Produce the tally of lines in the material below that hold "halo", without anything else.

-------- Source information --------

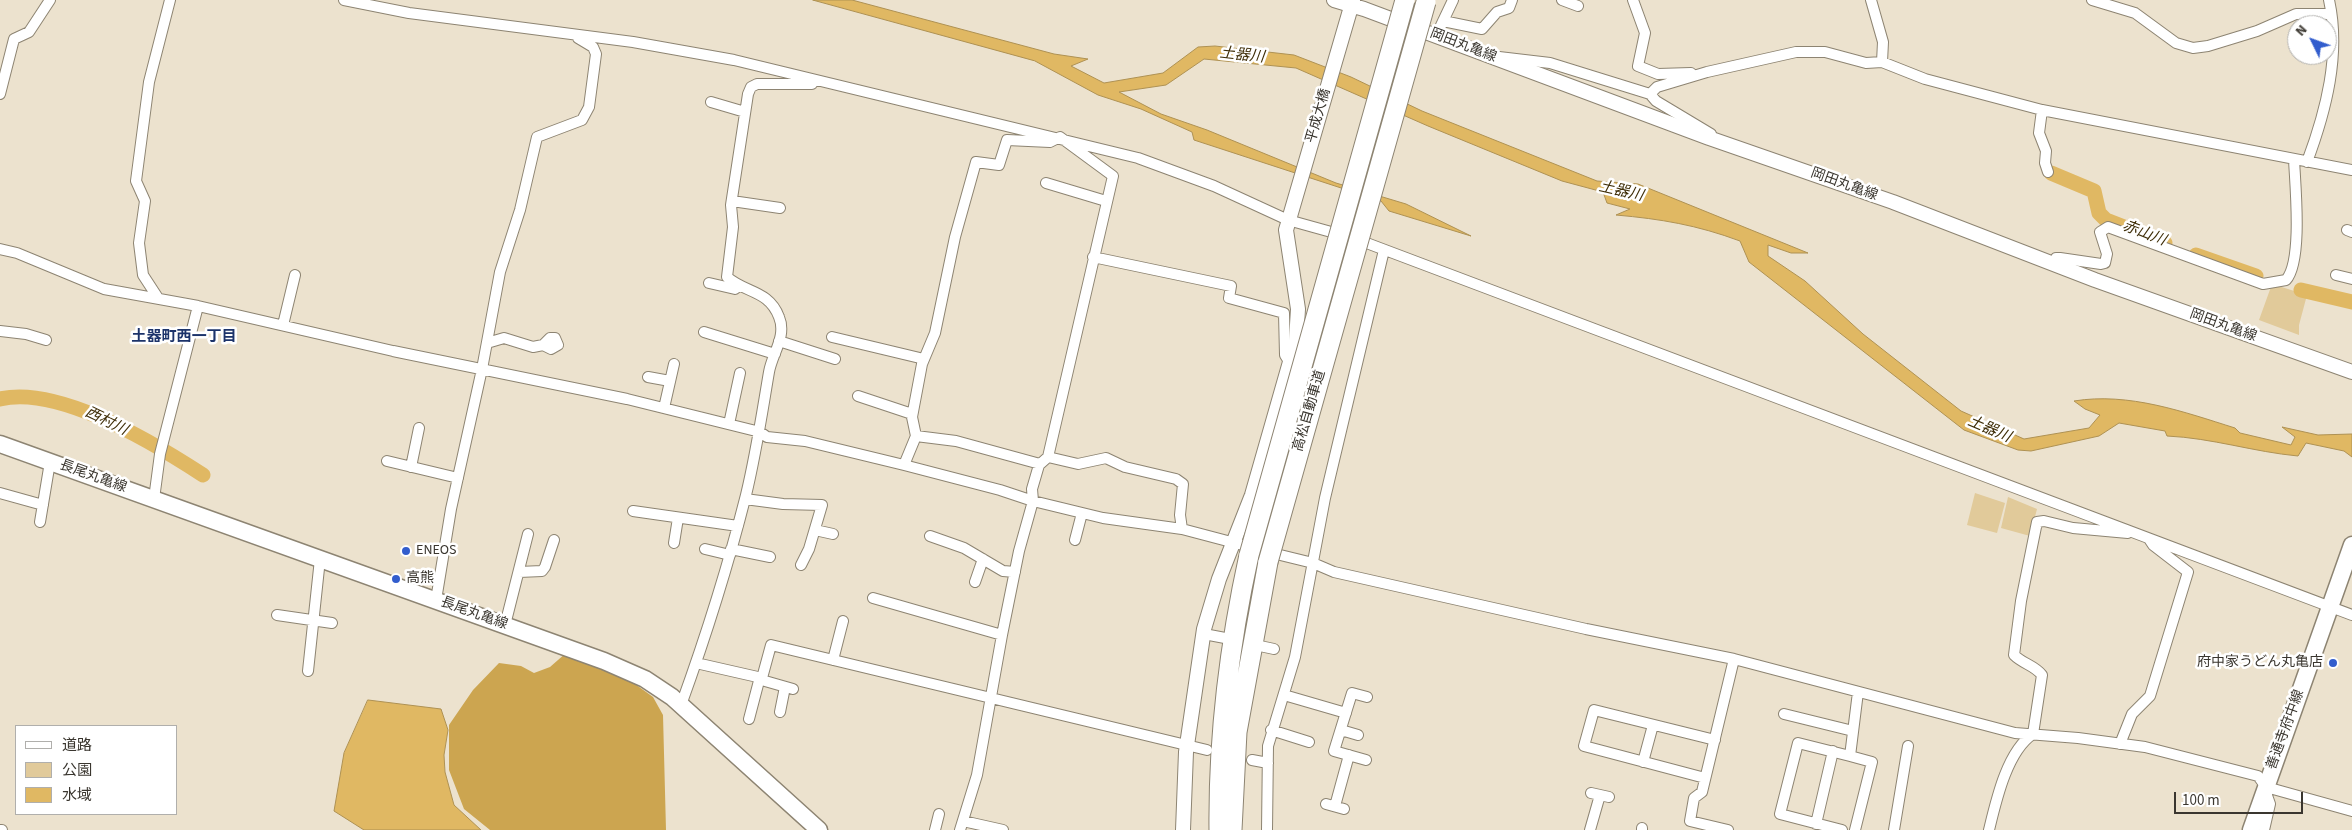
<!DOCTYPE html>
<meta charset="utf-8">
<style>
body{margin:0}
#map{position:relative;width:2352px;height:830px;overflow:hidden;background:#ece2ce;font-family:"Source Sans 3","Noto Sans JP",sans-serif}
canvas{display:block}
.legend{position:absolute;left:15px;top:725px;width:162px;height:90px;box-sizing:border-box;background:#fff;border:1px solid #b0afac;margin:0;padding:6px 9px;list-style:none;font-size:15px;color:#3a362f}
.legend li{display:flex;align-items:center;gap:10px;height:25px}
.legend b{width:25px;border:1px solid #b0afac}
.north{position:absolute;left:2287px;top:15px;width:50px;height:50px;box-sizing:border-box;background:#fff;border:1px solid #b0afac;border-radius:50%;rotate:312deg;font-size:14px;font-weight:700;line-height:20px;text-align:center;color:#3a362f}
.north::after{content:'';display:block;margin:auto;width:18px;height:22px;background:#325dcd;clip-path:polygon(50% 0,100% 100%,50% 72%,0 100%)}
.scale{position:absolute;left:2174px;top:792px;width:129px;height:22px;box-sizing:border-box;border:2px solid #3a362f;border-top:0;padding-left:6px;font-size:15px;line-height:18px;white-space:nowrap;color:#3a362f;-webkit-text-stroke:4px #fff;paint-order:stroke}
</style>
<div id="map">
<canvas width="2352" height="830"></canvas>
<ul class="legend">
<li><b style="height:6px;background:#fff"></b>道路</li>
<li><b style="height:14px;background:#e1ca9a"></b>公園</li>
<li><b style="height:14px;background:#e0b863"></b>水域</li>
</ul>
<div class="north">N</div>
<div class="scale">100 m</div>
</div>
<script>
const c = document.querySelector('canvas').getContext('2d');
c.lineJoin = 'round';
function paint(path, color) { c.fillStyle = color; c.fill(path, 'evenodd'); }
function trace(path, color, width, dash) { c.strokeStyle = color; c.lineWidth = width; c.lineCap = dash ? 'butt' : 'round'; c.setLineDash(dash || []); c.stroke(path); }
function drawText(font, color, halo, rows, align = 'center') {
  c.font = font + ' "Source Sans 3","Noto Sans JP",sans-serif'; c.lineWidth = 5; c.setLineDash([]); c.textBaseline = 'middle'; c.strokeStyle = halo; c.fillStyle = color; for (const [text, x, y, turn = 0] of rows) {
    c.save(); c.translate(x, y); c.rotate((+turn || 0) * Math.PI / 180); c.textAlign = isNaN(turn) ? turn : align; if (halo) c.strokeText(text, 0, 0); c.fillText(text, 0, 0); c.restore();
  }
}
paint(new Path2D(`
 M2272 284 2307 295 2299 325V335L2259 320Z
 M1975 493 2005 503 1997 533 1967 525Z
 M2008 497 2037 509 2030 536 2001 528Z`), '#e1ca9a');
paint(new Path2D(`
 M566 653 587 661 635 684 653 697 663 715 666 830H490L464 809 449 770V725L473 690 499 663 521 666 534 673 550 667Z`), '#cca550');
const water = new Path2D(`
 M813 0H852L1054 54 1088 59 1071 66 1104 83 1163 73 1198 47 1215 46 1294 55 1351 77 1422 111 1597 181 1638 184 1808 253H1791L1768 245V256L1805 281 1863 334 1961 411 2024 439 2089 428 2100 415 2085 409 2074 401C2129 392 2184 412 2235 428L2240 433 2291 445 2295 437 2282 427 2318 435 2352 434V457L2344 451 2306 443 2298 456C2254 452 2212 438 2167 436L2165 431 2119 423 2099 436 2031 451 2018 450 1964 430 1749 262 1740 241C1697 225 1661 219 1616 215L1630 209 1607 203 1603 192 1562 181 1428 126 1296 68 1204 59 1166 85 1119 92 1161 114 1207 130 1336 183 1406 204 1471 236 1389 211 1381 201 1194 140 1192 132 1141 109 1098 95 1035 61Z
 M368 700 441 709 448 730 444 755 445 772 454 805 481 830H364L334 811 344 753Z`);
paint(water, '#e0b863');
trace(water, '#ae9153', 1);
trace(new Path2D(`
 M2051 173 2094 191 2099 213 2106 220 2165 243
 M2196 255 2256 276
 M2301 290 2352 302
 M0 399C59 385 154 443 203 475`), '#e0b863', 15);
const street = new Path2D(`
 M344 0 409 13 633 42 734 60 1138 158 1214 186 1288 220 1342 235
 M1562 0 1578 6
 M1633 0 1645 33 1638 66 1658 74 1691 73
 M1871 0 1883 42 1882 62
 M2092 0 2135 13 2176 43 2193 48 2208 46 2257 31 2296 14H2331
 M1443 21 1482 29 1497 12 1509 8 1512 0
 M1436 36 1453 0
 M1499 57 1550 63 1650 94 1657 87 1707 72 1796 52H1825L1866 63 1882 62 1925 79 2042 110 2352 170
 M0 94 14 39 29 32 50 0
 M1650 94 1656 101 1711 134
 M711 102 745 112
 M2042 110 2039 133 2046 151 2045 163 2048 172
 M2307 162C2326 111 2341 54 2329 0
 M1046 183 1106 201
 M732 201 780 208
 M2347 230 2352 232
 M1356 239 2352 615
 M0 249 17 253 104 289 198 306 393 351 627 399 760 432 767 437 805 441 904 465 1000 490 1033 501 1103 518 1182 529 1254 548
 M1093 257 1231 286 1229 298 1284 313 1285 355 1290 363
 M2054 264 2056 258H2060L2101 264 2105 263 2107 254 2100 232 2108 227 2263 284 2286 280C2303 261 2295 184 2294 159
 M2336 275 2352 279
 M709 283 735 289 738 286
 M158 298 143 275 139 243 145 201 136 181 149 82 170 0
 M283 325 295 275
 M0 331 26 334 46 340
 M704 332 775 354
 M832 337 924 359
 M779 341 835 359
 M487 343 504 338 533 347 543 345 550 338H555L558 345 551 349 543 345
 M648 377 670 381
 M858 396 912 414
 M664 408 674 364
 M729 424 740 373
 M916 436 956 441 1040 464
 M1048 457 1078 464 1106 458 1125 467 1176 479 1183 484 1180 515 1182 529
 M387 461 458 478
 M904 465 916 436 912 417 922 364 935 333 955 237 976 162 999 165 1007 140 1050 142 1060 137 1113 176 1048 457 1039 465 1032 489 1033 501 1019 551 1002 635 977 775 960 830
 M411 467 419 428
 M0 493 43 505
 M154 499 160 454 198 306
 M745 499 783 504 822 505 809 549 801 565
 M633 511 738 526
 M40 522 50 462
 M815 530 833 534
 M930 536 964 548 1003 571 1015 572
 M1075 540 1082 513
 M674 543 678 518
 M705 549 730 555
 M731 549 770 557
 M1268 552 1313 563 1334 572 1586 629 1734 659 2015 733 2078 738 2145 747 2258 776 2266 787 2352 811
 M519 572 542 571 545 567 554 540
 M975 582 983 559
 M873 598 1002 635
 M436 600 451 509 482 369 500 272 520 210 537 137 582 120 589 107 596 54 593 47 578 38
 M277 615 332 623
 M505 625 528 534
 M1204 634 1225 638
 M1260 646 1274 649
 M833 660 843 621
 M696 663 762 678 771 645 1207 750
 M308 671 320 559
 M762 678 765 681 793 689
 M1284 695 1346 713
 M681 705C706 636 728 566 746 495 756 454 762 413 769 372 772 354 787 336 779 317 769 290 745 293 727 277L733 227 731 205 748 94 751 87 757 84H812
 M780 712 785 687
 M1784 714 1853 731
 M749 719 760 677
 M1271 730 1309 742
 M1341 730 1358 735
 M2120 744 2132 714 2150 696 2188 572 2153 545 2149 539
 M1252 760 1268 763
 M1366 760 1334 751 1352 693 1367 697
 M1643 762 1653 725
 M1705 778 1584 746 1594 710 1715 740
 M1591 793 1609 797
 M1326 804 1344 809
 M1335 806 1349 755
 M963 821 1003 830
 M1816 824 1833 751
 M0 830H2
 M935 830 939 814
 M1267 830 1268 746 1295 657 1325 498 1384 250
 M1590 830 1600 795
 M1642 830V828
 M1728 830 1690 821 1694 798 1702 792 1734 659
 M1842 830 1780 814 1798 743 1850 756
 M1855 830 1872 762 1850 756 1858 692
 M1894 830 1908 746
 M1989 830C1996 801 2007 751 2033 734L2042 675C2034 665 2023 664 2014 655L2021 601 2037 522 2044 521 2073 528 2128 533
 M2264 830 2270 804 2265 790`);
const secondary = new Path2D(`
 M1334 0 1364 9 1709 138 1893 202 2095 280 2352 372
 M1183 830 1186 752 1204 629 1219 579 1252 495 1296 341 1298 309 1286 230 1353 0`);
const primary = new Path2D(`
 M0 444 604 661 645 679 672 697 819 830
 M2251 830 2352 545`);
const highway = new Path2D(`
 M1219 830C1218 737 1229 646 1249 555
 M1232 830 1237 732 1268 562`);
trace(street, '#8d8472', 12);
trace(secondary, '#8d8472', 16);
trace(primary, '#8d8472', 19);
trace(highway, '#8d8472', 21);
trace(street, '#fff', 10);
trace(secondary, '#fff', 14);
trace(primary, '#fff', 16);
trace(highway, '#fff', 19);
const highwayBridge = new Path2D(`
 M1249 555 1405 0
 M1268 562 1426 2`);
trace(highwayBridge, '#8d8472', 21, []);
trace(highwayBridge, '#fff', 19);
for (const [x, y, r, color] of [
 [406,551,5,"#325dcd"],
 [396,579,5,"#325dcd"],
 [2333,663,5,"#325dcd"]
]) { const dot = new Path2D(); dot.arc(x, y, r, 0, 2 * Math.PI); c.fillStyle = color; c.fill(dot); trace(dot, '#fff', 2); }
drawText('14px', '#3a362f', '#fff', [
 ["岡田丸亀線",1463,46,21],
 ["平成大橋",1319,116,-74],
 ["岡田丸亀線",1844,185,20],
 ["岡田丸亀線",2223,326,20],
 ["高松自動車道",1310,411,-74],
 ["長尾丸亀線",93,477,20],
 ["長尾丸亀線",474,614,20],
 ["善通寺府中線",2286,730,-70]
]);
drawText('14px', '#3a362f', '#fff', [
 ["ENEOS",416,551],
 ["高熊",406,579],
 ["府中家うどん丸亀店",2323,663,"right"]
], 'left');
drawText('italic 15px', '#3f2e08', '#fff', [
 ["土器川",1242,56,6],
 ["土器川",1621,192,13],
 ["赤山川",2144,234,21],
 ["西村川",106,422,26],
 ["土器川",1989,430,23]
]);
drawText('bold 15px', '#1c336a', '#fff', [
 ["土器町西一丁目",184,338]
]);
</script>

--------

*Answer box*:
3